### Work required
Please return the data word for word and leave out any picture it contains.

### Data provided
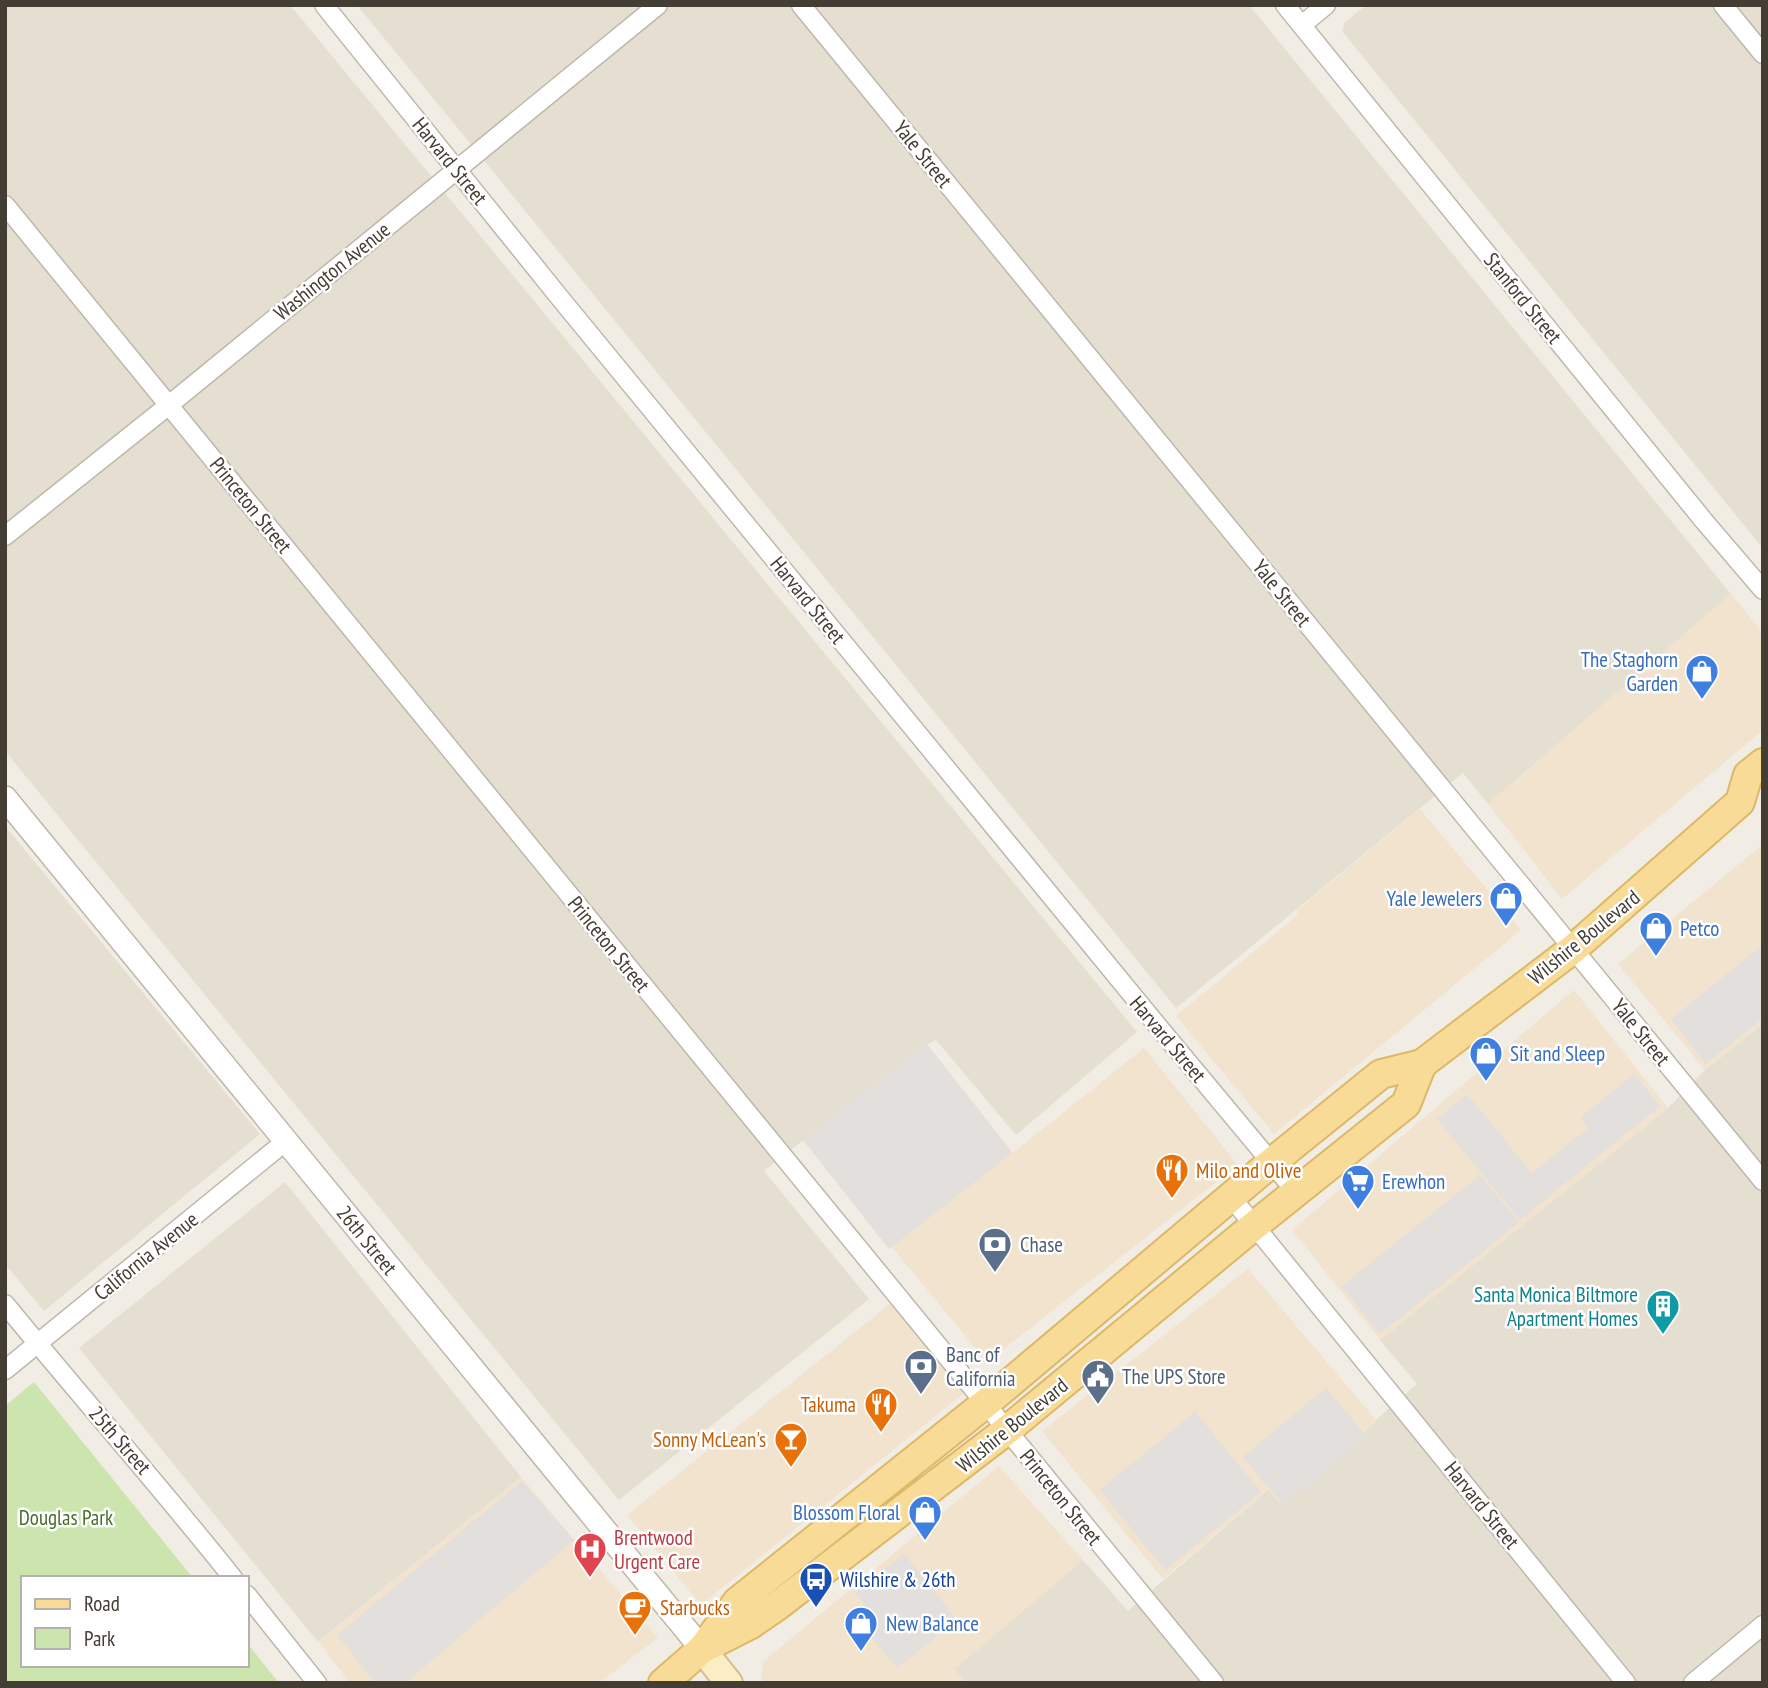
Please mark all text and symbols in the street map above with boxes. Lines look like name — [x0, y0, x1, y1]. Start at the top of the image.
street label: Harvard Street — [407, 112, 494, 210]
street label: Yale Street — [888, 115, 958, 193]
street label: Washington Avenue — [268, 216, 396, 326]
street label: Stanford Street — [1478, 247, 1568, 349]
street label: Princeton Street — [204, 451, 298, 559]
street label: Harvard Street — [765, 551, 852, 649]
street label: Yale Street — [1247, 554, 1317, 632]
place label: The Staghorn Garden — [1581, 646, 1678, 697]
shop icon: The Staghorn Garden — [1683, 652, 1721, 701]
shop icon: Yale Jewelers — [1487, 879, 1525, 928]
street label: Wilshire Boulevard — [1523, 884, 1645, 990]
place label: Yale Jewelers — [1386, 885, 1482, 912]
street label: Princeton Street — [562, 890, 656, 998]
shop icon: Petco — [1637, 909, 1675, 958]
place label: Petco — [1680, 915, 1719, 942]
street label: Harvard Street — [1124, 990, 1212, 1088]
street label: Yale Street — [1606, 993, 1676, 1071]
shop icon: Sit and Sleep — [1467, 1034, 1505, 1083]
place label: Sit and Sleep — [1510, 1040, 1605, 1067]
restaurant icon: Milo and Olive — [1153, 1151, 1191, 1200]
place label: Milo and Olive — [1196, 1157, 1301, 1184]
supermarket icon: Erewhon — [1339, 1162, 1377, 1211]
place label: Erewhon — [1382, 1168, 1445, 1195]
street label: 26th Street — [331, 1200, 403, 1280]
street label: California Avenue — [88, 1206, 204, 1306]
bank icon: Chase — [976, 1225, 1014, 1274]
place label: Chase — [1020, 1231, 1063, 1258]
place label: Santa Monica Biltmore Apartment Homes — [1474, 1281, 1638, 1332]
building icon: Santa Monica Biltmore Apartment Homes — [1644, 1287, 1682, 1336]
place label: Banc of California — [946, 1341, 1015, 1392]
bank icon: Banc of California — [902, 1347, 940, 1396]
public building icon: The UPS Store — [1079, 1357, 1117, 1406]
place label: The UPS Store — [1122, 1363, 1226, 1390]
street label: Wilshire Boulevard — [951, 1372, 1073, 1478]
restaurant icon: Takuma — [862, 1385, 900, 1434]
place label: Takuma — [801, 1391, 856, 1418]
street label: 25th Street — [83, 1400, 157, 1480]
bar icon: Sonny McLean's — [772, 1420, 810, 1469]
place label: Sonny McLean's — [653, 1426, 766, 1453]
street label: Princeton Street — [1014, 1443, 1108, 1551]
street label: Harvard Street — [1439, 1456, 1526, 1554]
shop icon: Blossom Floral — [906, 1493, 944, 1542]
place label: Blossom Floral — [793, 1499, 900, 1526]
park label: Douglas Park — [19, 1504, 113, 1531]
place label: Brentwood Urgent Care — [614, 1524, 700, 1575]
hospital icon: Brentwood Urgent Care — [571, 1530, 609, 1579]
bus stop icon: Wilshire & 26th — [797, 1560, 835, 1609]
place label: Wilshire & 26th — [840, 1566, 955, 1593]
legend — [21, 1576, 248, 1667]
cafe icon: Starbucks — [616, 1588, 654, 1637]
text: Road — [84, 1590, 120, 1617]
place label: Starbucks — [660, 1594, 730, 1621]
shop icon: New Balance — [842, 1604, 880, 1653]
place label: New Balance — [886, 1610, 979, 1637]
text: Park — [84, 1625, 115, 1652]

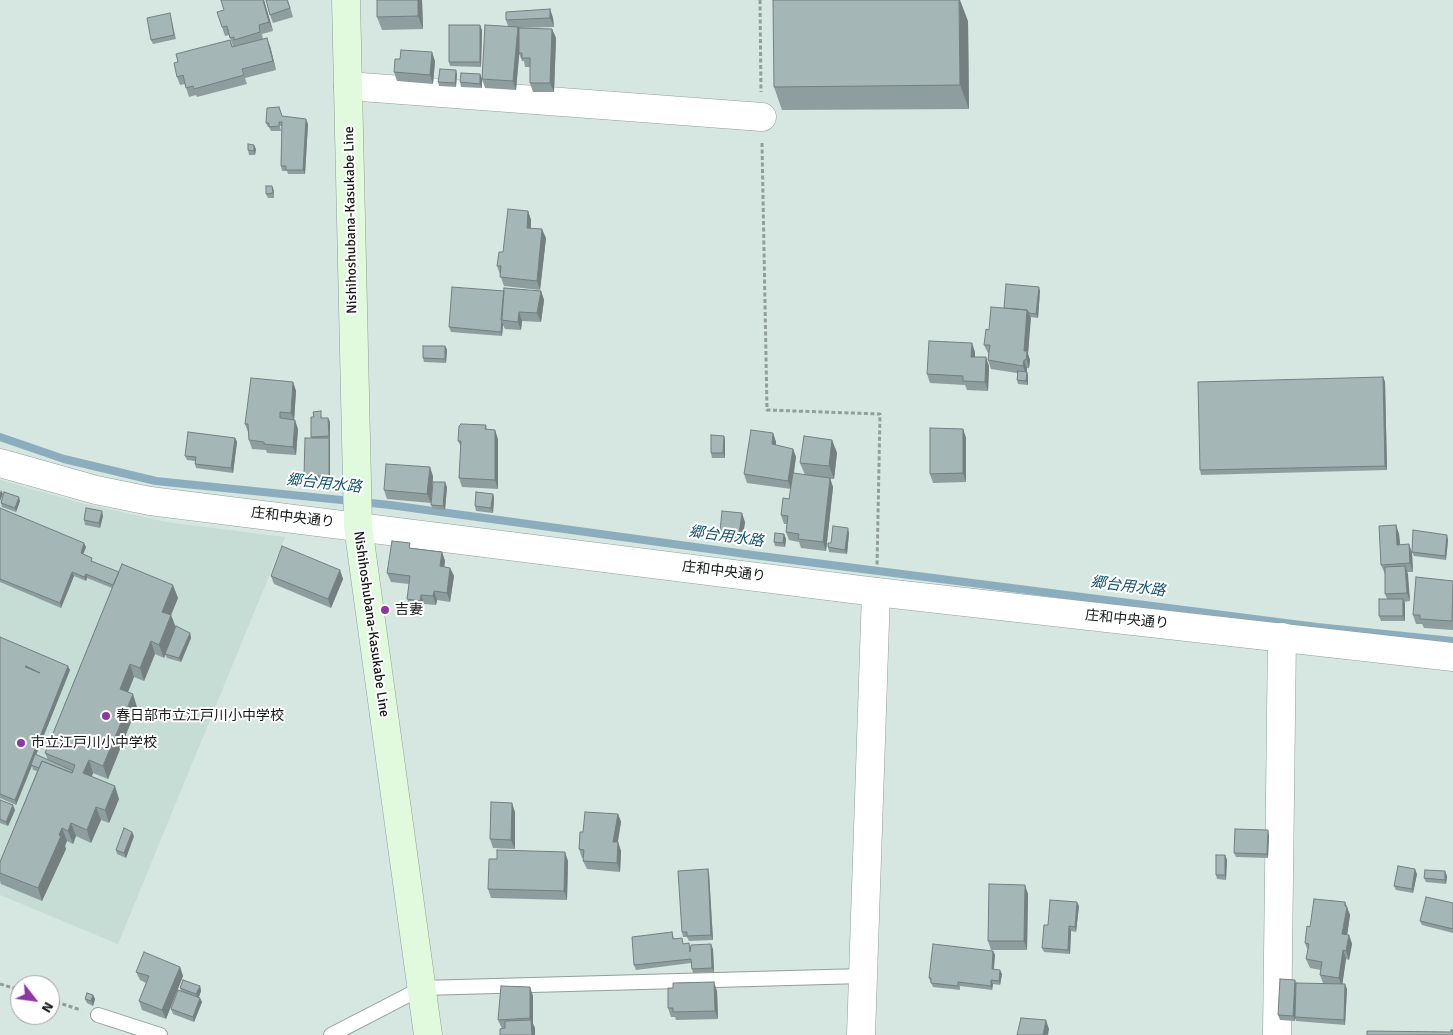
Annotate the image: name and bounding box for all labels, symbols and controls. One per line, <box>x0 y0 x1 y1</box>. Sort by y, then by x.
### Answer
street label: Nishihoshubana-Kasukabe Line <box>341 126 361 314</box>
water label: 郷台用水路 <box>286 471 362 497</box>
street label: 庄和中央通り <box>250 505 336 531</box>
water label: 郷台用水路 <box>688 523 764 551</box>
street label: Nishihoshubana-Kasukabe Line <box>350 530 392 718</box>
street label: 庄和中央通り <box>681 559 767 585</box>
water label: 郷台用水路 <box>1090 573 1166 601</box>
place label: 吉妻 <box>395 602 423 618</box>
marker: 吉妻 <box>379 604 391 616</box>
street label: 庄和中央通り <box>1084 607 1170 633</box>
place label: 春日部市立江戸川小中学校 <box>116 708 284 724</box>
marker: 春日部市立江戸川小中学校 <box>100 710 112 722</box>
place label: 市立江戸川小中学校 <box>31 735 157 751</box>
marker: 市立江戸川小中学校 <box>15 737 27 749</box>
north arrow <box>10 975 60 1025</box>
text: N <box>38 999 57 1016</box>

### Exercise solution
Please mark all text and symbols in the street map above with boxes. Lines look like name — [x0, y0, x1, y1]. Start at the top of the image.
street label: Harvard Street — [407, 112, 494, 210]
street label: Yale Street — [888, 115, 958, 193]
street label: Washington Avenue — [268, 216, 396, 326]
street label: Stanford Street — [1478, 247, 1568, 349]
street label: Princeton Street — [204, 451, 298, 559]
street label: Harvard Street — [765, 551, 852, 649]
street label: Yale Street — [1247, 554, 1317, 632]
place label: The Staghorn Garden — [1581, 646, 1678, 697]
shop icon: The Staghorn Garden — [1683, 652, 1721, 701]
shop icon: Yale Jewelers — [1487, 879, 1525, 928]
street label: Wilshire Boulevard — [1523, 884, 1645, 990]
place label: Yale Jewelers — [1386, 885, 1482, 912]
street label: Princeton Street — [562, 890, 656, 998]
shop icon: Petco — [1637, 909, 1675, 958]
place label: Petco — [1680, 915, 1719, 942]
street label: Harvard Street — [1124, 990, 1212, 1088]
street label: Yale Street — [1606, 993, 1676, 1071]
shop icon: Sit and Sleep — [1467, 1034, 1505, 1083]
place label: Sit and Sleep — [1510, 1040, 1605, 1067]
restaurant icon: Milo and Olive — [1153, 1151, 1191, 1200]
place label: Milo and Olive — [1196, 1157, 1301, 1184]
supermarket icon: Erewhon — [1339, 1162, 1377, 1211]
place label: Erewhon — [1382, 1168, 1445, 1195]
street label: 26th Street — [331, 1200, 403, 1280]
street label: California Avenue — [88, 1206, 204, 1306]
bank icon: Chase — [976, 1225, 1014, 1274]
place label: Chase — [1020, 1231, 1063, 1258]
place label: Santa Monica Biltmore Apartment Homes — [1474, 1281, 1638, 1332]
building icon: Santa Monica Biltmore Apartment Homes — [1644, 1287, 1682, 1336]
place label: Banc of California — [946, 1341, 1015, 1392]
bank icon: Banc of California — [902, 1347, 940, 1396]
public building icon: The UPS Store — [1079, 1357, 1117, 1406]
place label: The UPS Store — [1122, 1363, 1226, 1390]
street label: Wilshire Boulevard — [951, 1372, 1073, 1478]
restaurant icon: Takuma — [862, 1385, 900, 1434]
place label: Takuma — [801, 1391, 856, 1418]
street label: 25th Street — [83, 1400, 157, 1480]
bar icon: Sonny McLean's — [772, 1420, 810, 1469]
place label: Sonny McLean's — [653, 1426, 766, 1453]
street label: Princeton Street — [1014, 1443, 1108, 1551]
street label: Harvard Street — [1439, 1456, 1526, 1554]
shop icon: Blossom Floral — [906, 1493, 944, 1542]
place label: Blossom Floral — [793, 1499, 900, 1526]
park label: Douglas Park — [19, 1504, 113, 1531]
place label: Brentwood Urgent Care — [614, 1524, 700, 1575]
hospital icon: Brentwood Urgent Care — [571, 1530, 609, 1579]
bus stop icon: Wilshire & 26th — [797, 1560, 835, 1609]
place label: Wilshire & 26th — [840, 1566, 955, 1593]
legend — [21, 1576, 248, 1667]
cafe icon: Starbucks — [616, 1588, 654, 1637]
text: Road — [84, 1590, 120, 1617]
place label: Starbucks — [660, 1594, 730, 1621]
shop icon: New Balance — [842, 1604, 880, 1653]
place label: New Balance — [886, 1610, 979, 1637]
text: Park — [84, 1625, 115, 1652]

Annotate the image: name and bounding box for all labels, symbols and controls. One per line, <box>x0 y0 x1 y1</box>. Sort by y, then by x.
### Answer
street label: Nishihoshubana-Kasukabe Line <box>341 126 361 314</box>
water label: 郷台用水路 <box>286 471 362 497</box>
street label: 庄和中央通り <box>250 505 336 531</box>
water label: 郷台用水路 <box>688 523 764 551</box>
street label: Nishihoshubana-Kasukabe Line <box>350 530 392 718</box>
street label: 庄和中央通り <box>681 559 767 585</box>
water label: 郷台用水路 <box>1090 573 1166 601</box>
place label: 吉妻 <box>395 602 423 618</box>
marker: 吉妻 <box>379 604 391 616</box>
street label: 庄和中央通り <box>1084 607 1170 633</box>
place label: 春日部市立江戸川小中学校 <box>116 708 284 724</box>
marker: 春日部市立江戸川小中学校 <box>100 710 112 722</box>
place label: 市立江戸川小中学校 <box>31 735 157 751</box>
marker: 市立江戸川小中学校 <box>15 737 27 749</box>
north arrow <box>10 975 60 1025</box>
text: N <box>38 999 57 1016</box>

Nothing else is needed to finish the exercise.